## Supplied entries
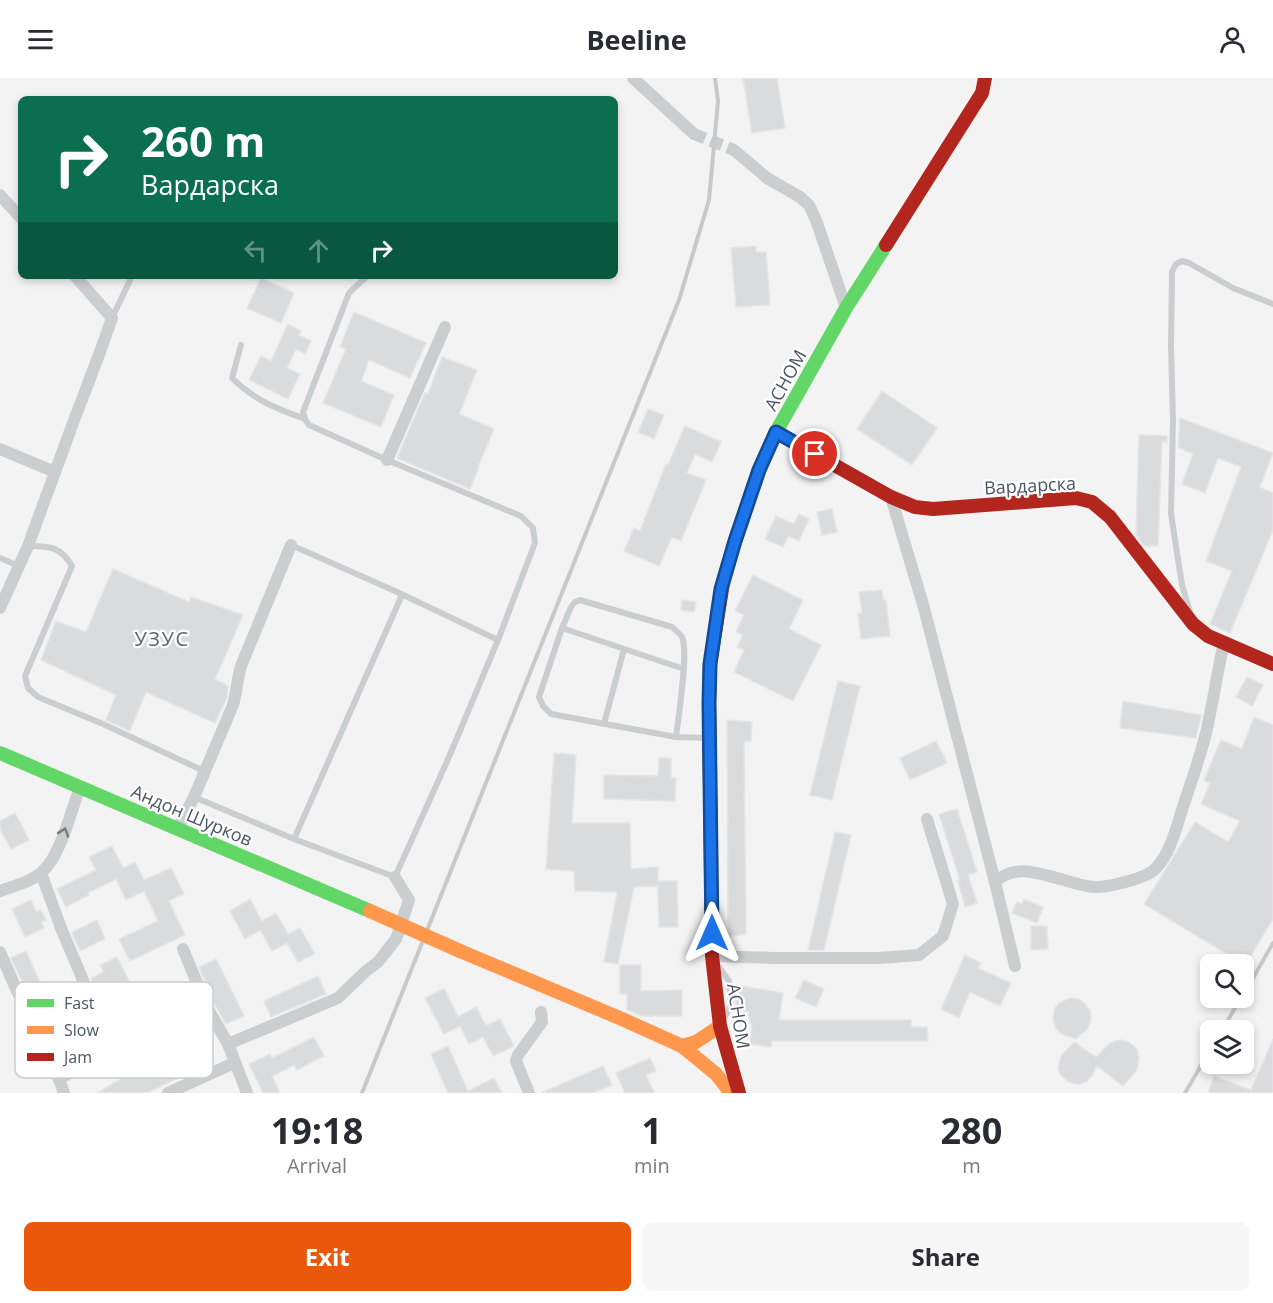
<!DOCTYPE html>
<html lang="en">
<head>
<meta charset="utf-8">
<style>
	body { margin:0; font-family:"Open Sans",sans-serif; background:#f7f7f7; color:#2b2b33; height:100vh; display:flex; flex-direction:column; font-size:22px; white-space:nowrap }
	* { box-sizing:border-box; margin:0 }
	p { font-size:20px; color:#7c7c81 }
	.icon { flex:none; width:33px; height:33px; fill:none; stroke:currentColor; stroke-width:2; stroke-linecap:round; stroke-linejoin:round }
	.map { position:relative; height:1015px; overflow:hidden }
	.side { display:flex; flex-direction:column; background:#fff; flex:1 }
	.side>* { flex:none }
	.guide { position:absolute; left:18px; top:18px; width:600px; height:183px; border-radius:9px; box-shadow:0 3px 9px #0003; background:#0b6e4f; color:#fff; overflow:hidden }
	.controls { position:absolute; left:1200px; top:876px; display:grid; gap:12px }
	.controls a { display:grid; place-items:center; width:54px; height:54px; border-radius:9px; background:#fff; box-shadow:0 3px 9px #0003; font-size:30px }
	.pin { position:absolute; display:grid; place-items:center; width:51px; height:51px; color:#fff; margin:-26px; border:3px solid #fff; border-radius:50%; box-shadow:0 2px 6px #0007 }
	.me { position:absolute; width:66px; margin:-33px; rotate:0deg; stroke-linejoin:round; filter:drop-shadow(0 0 4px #0008) }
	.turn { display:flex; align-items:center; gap:21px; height:126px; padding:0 24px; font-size:27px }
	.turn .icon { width:78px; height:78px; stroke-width:2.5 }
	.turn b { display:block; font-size:42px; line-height:51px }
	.lanes { display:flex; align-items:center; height:57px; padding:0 24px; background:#0003; justify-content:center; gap:30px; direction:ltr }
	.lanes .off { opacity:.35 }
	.eta { display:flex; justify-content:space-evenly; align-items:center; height:102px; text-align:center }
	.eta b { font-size:36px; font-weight:700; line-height:42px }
	.button { display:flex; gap:12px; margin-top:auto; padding:12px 24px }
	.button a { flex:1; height:69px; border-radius:9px; background:#ea580c; color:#fff; font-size:24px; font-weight:700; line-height:69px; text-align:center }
	.button a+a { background:#f7f7f7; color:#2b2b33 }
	header { display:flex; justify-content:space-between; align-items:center; height:78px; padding:0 24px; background:#fff; font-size:27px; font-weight:700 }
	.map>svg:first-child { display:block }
	.building { fill:#dadbdc; stroke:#e5e5e6; stroke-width:1.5 }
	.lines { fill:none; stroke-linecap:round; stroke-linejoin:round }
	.street-tunnel { stroke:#caccce; stroke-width:12; stroke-dasharray:12 6; stroke-linecap:butt }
	.lane { stroke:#cbcecf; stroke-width:6 }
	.street { stroke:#cbcecf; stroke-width:12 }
	.fast { stroke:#63d668; stroke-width:14 }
	.slow { stroke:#ff974d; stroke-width:14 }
	.jam { stroke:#b3261e; stroke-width:14 }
	.rail { stroke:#c7c8ca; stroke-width:4 }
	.slow-bridge { stroke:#ff974d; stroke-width:14 }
	.oneway { stroke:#717b81 }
	.route-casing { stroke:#114b97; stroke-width:15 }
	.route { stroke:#1a73e8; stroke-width:10 }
	.labels { text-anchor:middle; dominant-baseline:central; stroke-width:4.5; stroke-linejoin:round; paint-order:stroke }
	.street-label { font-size:18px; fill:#4a5760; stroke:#fff }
	.neighbourhood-label { font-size:20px; letter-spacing:1.5px; fill:#5e6367; stroke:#fff }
	.key { fill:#fff; stroke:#c9cdcf; stroke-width:1.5 }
	.key-label { font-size:16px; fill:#4a5760 }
</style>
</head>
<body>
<header><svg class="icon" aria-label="menu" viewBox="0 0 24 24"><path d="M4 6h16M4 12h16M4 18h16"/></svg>Beeline<svg class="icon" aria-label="person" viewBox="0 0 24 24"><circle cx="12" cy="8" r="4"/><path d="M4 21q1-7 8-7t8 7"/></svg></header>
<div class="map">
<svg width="1273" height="1015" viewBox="0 0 1273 1015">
	<rect width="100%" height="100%" fill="#f4f3f3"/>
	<!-- building -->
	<g class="building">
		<polygon points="743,0 777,0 785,50 752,55"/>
		<polygon points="756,168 756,174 766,174 770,227 736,229 731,170"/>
		<polygon points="261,200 294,215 281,245 247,230"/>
		<polygon points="354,234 426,265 410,300 369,282 361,303 394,317 381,349 323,325 346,271 340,269"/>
		<polygon points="288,246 301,253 299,257 311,263 305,276 296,271 287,290 300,296 288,321 249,302 261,278 271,283"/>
		<polygon points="442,279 477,292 459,336 494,351 478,389 479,389 470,411 397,380 425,315 428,316"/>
		<polygon points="882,313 937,350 912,387 857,351"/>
		<polygon points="648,331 664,337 654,361 638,354"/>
		<polygon points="1180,340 1273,375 1260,409 1273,415 1273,452 1230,555 1210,546 1232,493 1206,483 1241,389 1218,380 1205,415 1182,406 1193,376 1178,369"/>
		<polygon points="685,348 721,364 712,384 695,376 687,395 706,402 681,463 672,459 659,488 624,473 634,450 640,453 666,386 668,387"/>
		<polygon points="1139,357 1167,358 1167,365 1162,362 1158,468 1144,468 1136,456"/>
		<polygon points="832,431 837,454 822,457 817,434"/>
		<polygon points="799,436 809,441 799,463 788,458 783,469 765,461 776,438 794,446"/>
		<polygon points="113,491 189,524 191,519 243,537 215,601 228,608 227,619 215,645 146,614 130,653 106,642 116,617 41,582 56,543 86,554"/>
		<polygon points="753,497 803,522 789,551 821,567 793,623 734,594 744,572 737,569 743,557 736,554 744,537 735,533"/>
		<polygon points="882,512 883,522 886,522 890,558 861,561 858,535 862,535 859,514"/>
		<polygon points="682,522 696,524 694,534 681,532"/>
		<polygon points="1247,599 1263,607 1252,628 1236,619"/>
		<polygon points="838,603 860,608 832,722 810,717"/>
		<polygon points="1123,623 1201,637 1196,660 1120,650"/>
		<polygon points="1254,639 1273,647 1273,841 1245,887 1144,826 1195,744 1228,764 1240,743 1201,726 1210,705 1204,702 1221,662 1242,671"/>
		<polygon points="727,642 752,644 751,663 744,664 746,856 728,859"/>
		<polygon points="936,663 947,685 910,702 900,680"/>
		<polygon points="554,675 576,677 572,745 630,745 631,791 658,789 658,803 677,803 678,849 659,849 658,808 634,809 618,886 604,884 617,814 575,813 574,793 546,791"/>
		<polygon points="659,680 671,680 671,700 676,700 675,723 604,721 604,697 658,698"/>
		<polygon points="957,731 977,794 968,797 977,825 965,829 958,803 960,802 939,736"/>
		<polygon points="15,735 29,762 11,771 0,751 0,743"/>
		<polygon points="835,754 851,757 824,872 808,872"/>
		<polygon points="112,768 123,790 135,784 144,802 171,790 184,816 169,823 185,857 130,883 119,861 158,843 144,813 126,822 116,801 88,815 89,817 66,829 57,811 96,792 89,779"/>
		<polygon points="250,821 262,843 276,835 288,856 300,850 315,876 298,884 287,865 272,873 260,852 245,861 230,833"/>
		<polygon points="1024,821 1043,829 1037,845 1012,835 1017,824 1022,826"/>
		<polygon points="31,822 36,834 41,832 46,842 41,844 44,850 25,859 12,831"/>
		<polygon points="97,842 105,861 80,873 72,854"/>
		<polygon points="1031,848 1047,848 1048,871 1031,872"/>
		<polygon points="26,873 51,929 56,927 80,980 63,989 11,880"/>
		<polygon points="965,877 981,885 978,890 1011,905 1000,928 970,914 959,940 941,931"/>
		<polygon points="117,879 129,903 99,918 91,900 104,894 100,887"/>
		<polygon points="216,881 244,938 226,946 214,925 199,889"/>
		<polygon points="620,887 641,887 641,913 682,912 682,938 642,938 627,932 627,916 620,916"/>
		<polygon points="318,898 326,916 271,939 264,923"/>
		<polygon points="804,902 824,911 816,929 795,920"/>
		<polygon points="735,907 783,915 779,942 911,942 911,949 927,949 928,963 772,963 771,969 750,966 752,946 750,946 748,934 735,931 736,928"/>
		<polygon points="444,910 458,939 476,929 486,948 500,941 514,968 493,978 483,959 469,966 460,948 444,956 425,920"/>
		<polygon points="1072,920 1078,921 1084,925 1090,933 1091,939 1090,946 1087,951 1076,961 1062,956 1057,951 1054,945 1053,939 1055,930 1059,925 1065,922"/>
		<polygon points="200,955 214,983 147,1015 97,1015 124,999 122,995"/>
		<polygon points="314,959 324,978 297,992 294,987 272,998 280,1015 263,1015 249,986 270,976 272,980"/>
		<polygon points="1273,961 1273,1015 1208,1015 1214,998 1251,1012"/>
		<polygon points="1122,962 1128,964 1134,968 1137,972 1139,979 1137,992 1123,1008 1097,988 1092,998 1087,1003 1081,1006 1075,1006 1069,1004 1060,996 1058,990 1061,978 1074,964 1096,979 1109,966 1115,963"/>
		<polygon points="448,968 468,1013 494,1000 502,1015 448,1015 431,976"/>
		<polygon points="650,980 656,993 646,997 654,1015 625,1015 616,995"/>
		<polygon points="603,988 612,1007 593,1015 541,1015"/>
	</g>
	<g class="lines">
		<!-- street-tunnel -->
		<polyline class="street-tunnel" points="694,56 734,72"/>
		<!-- lane -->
		<g class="lane">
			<polyline points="112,240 132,198"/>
			<path d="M241,267L232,300C254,322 277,331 305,341"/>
			<polyline points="291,467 395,513 498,562"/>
			<path d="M29,468C50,468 61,469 72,488L25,598L28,610L38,619L103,646L204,693"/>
			<polyline points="0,480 19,488"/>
			<polyline points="1190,534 1182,507 1171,436 1173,343 1171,268 1172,194 1176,186 1182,183 1189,185 1233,210 1273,226"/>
			<polyline points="562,550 684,591"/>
			<polyline points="604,646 624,571"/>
			<path d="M676,659C678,641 689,573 682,559C680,556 675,552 672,549L580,522L575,524L571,529L562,550L539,619L543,628L551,636L676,659L710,660"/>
			<polyline points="194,719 294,761 395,799 449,679 498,562 535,465 533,450 521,438 387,382 309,347 305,341 303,334 349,215 367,198"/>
			<polyline points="294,761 402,517"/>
			<polyline points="717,886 729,903 731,928 723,942"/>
		</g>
		<!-- street -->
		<g class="street">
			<polyline points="633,0 694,56"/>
			<polyline points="734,72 767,100 800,119 809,127 816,142 846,230"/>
			<polyline points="0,117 21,140"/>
			<polyline points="0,371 55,394"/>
			<polyline points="387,382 445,249"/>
			<polyline points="891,419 924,530 995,804"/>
			<polyline points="0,530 28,468 73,345 100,274 112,240 75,198"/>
			<path d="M178,750L194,719L233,627C237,614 237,601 241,588L291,467"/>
			<polyline points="41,795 61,850 112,971"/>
			<path d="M0,813C14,808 31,804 42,794C61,777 71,733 80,709"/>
			<polyline points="0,874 16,911 59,1001 64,1015"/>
			<polyline points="712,878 774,880 879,880 919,877 943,858 953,826 927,741"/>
			<path d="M1015,888L995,804C1016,785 1039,796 1064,802C1074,805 1088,810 1099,809C1112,808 1147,800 1155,791C1171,775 1176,750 1183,729C1191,704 1200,680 1206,655C1213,625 1217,595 1224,565"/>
			<polyline points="207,929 228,966 247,1015"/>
			<polyline points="228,966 338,920 366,893 378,884 396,861 409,822 395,799"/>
			<polyline points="59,1001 112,971 207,929 183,871"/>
			<polyline points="168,1015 234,985"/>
			<polyline points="529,1015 516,983 518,977 542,944 541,934"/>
		</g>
		<!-- fast -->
		<g class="fast">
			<polyline points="723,505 735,463 759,392 776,354 846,230 886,167"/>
			<polyline points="0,675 370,833"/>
		</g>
		<!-- slow -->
		<g class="slow">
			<polyline points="460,873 622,941 682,968 716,996 731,1015"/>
			<polyline points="682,968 696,964 720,948"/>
		</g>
		<!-- jam -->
		<g class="jam">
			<polyline points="886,167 982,15 985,0"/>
			<polyline points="776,354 891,419 915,429 933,431 1076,420 1092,424 1110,439 1193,546 1208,558 1273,586"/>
			<polyline points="723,505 710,586 709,625 712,878 720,948 739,1015"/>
		</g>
		<!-- rail -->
		<g class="rail">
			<polyline points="1244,916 1273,865"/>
			<polyline points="1222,952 1241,920"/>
			<polyline points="362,1015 679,222 709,122 718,23 715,0"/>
			<polyline points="1185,1015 1210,972"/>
		</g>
		<!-- slow-bridge -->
		<polyline class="slow-bridge" points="370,833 460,873"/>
	</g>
	<!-- one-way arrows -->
	<defs><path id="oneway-chevron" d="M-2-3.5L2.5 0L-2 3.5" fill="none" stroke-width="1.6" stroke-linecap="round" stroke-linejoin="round" transform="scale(1.5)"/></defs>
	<use class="oneway" href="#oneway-chevron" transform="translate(64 754) rotate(-71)"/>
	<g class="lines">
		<!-- route casing -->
		<g class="route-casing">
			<polyline id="route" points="712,855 709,625 710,586 721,511 735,463 759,392 776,354 815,376"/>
		</g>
		<!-- route -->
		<use href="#route" class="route"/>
	</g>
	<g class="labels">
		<!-- street labels -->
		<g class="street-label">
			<text transform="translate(785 302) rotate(-61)">АСНОМ</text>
			<text transform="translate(1030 407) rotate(-3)">Вардарска</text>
			<text transform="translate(192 737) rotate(23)">Андон Шурков</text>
			<text transform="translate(739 938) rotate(81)">АСНОМ</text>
		</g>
		<!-- neighbourhood labels -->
		<g class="neighbourhood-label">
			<text x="162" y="560">УЗУС</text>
		</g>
	</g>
	<!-- legend -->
	<rect x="15" y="904" width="198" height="96" rx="9" class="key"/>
	<rect x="27" y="921" width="27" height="8" fill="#63d668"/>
	<rect x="27" y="948" width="27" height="8" fill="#ff974d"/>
	<rect x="27" y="975" width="27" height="8" fill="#b3261e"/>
	<g class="key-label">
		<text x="64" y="931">Fast</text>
		<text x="64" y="958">Slow</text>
		<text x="64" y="985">Jam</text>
	</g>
</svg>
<div class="controls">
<a><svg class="icon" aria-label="search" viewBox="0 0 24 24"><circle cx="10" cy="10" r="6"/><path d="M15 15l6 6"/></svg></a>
<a><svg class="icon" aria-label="layers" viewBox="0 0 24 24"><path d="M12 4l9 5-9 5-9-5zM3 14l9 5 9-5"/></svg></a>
</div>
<div class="pin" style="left:815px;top:376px;background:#d93025"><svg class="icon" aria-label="arrive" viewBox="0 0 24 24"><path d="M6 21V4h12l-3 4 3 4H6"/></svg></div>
<svg class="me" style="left:712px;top:855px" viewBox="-20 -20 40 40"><path d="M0-17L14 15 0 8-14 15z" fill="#1a73e8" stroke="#fff" stroke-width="4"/></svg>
<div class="guide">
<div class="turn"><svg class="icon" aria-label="right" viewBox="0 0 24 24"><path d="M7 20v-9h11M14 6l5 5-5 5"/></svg><div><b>260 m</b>Вардарска</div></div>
<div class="lanes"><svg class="icon off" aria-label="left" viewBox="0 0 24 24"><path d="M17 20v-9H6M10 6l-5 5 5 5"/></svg><svg class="icon off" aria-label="ahead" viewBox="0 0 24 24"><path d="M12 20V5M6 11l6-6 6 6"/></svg><svg class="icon" aria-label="right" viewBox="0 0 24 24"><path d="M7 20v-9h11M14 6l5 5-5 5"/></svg></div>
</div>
</div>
<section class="side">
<div class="eta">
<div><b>19:18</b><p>Arrival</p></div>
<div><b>1</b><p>min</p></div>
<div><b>280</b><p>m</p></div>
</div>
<div class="button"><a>Exit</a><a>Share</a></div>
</section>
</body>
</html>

## Prompt
Please print, exactly as given, the lines running from the beginning of the listing through the line containing "display:grid; place-items:center; width:54px;", omitting each picture.

## Solution to the exercise
<!DOCTYPE html>
<html lang="en">
<head>
<meta charset="utf-8">
<style>
	body { margin:0; font-family:"Open Sans",sans-serif; background:#f7f7f7; color:#2b2b33; height:100vh; display:flex; flex-direction:column; font-size:22px; white-space:nowrap }
	* { box-sizing:border-box; margin:0 }
	p { font-size:20px; color:#7c7c81 }
	.icon { flex:none; width:33px; height:33px; fill:none; stroke:currentColor; stroke-width:2; stroke-linecap:round; stroke-linejoin:round }
	.map { position:relative; height:1015px; overflow:hidden }
	.side { display:flex; flex-direction:column; background:#fff; flex:1 }
	.side>* { flex:none }
	.guide { position:absolute; left:18px; top:18px; width:600px; height:183px; border-radius:9px; box-shadow:0 3px 9px #0003; background:#0b6e4f; color:#fff; overflow:hidden }
	.controls { position:absolute; left:1200px; top:876px; display:grid; gap:12px }
	.controls a { display:grid; place-items:center; width:54px; height:54px; border-radius:9px; background:#fff; box-shadow:0 3px 9px #0003; font-size:30px }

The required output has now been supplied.